_TASK DETAILS_
Search each line below for "lists", then return the lines where it appears.

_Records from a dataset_
------------------------------------------------------------

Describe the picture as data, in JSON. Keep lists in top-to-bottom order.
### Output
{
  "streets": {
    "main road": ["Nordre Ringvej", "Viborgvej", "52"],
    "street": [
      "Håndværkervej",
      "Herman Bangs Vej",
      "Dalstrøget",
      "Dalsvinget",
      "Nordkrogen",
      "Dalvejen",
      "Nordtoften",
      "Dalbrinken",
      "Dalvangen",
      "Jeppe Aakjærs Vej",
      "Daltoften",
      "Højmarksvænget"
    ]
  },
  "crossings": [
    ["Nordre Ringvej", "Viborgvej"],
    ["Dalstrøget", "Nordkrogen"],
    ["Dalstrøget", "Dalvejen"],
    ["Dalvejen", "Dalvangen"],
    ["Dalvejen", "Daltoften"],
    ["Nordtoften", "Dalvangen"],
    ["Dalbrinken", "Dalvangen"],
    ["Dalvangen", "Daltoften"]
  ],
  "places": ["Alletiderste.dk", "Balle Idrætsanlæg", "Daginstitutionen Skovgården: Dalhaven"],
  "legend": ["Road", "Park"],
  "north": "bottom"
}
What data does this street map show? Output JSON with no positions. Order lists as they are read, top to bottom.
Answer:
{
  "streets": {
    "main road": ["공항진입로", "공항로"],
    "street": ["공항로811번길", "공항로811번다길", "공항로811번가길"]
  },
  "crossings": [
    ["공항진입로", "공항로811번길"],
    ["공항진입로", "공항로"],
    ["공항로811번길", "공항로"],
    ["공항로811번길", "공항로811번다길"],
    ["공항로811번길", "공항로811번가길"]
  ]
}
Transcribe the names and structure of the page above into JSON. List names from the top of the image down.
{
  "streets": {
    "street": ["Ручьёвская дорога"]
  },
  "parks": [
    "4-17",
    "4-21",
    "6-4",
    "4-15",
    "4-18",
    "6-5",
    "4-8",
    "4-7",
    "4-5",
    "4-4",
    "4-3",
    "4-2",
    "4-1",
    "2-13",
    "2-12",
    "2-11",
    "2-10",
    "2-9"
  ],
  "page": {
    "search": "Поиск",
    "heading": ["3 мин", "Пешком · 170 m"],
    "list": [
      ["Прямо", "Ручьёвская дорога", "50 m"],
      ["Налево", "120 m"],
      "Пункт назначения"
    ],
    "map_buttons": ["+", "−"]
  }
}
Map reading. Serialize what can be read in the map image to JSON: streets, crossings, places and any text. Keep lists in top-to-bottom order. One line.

------------------------------------------------------------

_OUTPUT_
Describe the picture as data, in JSON. Keep lists in top-to-bottom order.
What data does this street map show? Output JSON with no positions. Order lists as they are read, top to bottom.
Map reading. Serialize what can be read in the map image to JSON: streets, crossings, places and any text. Keep lists in top-to-bottom order. One line.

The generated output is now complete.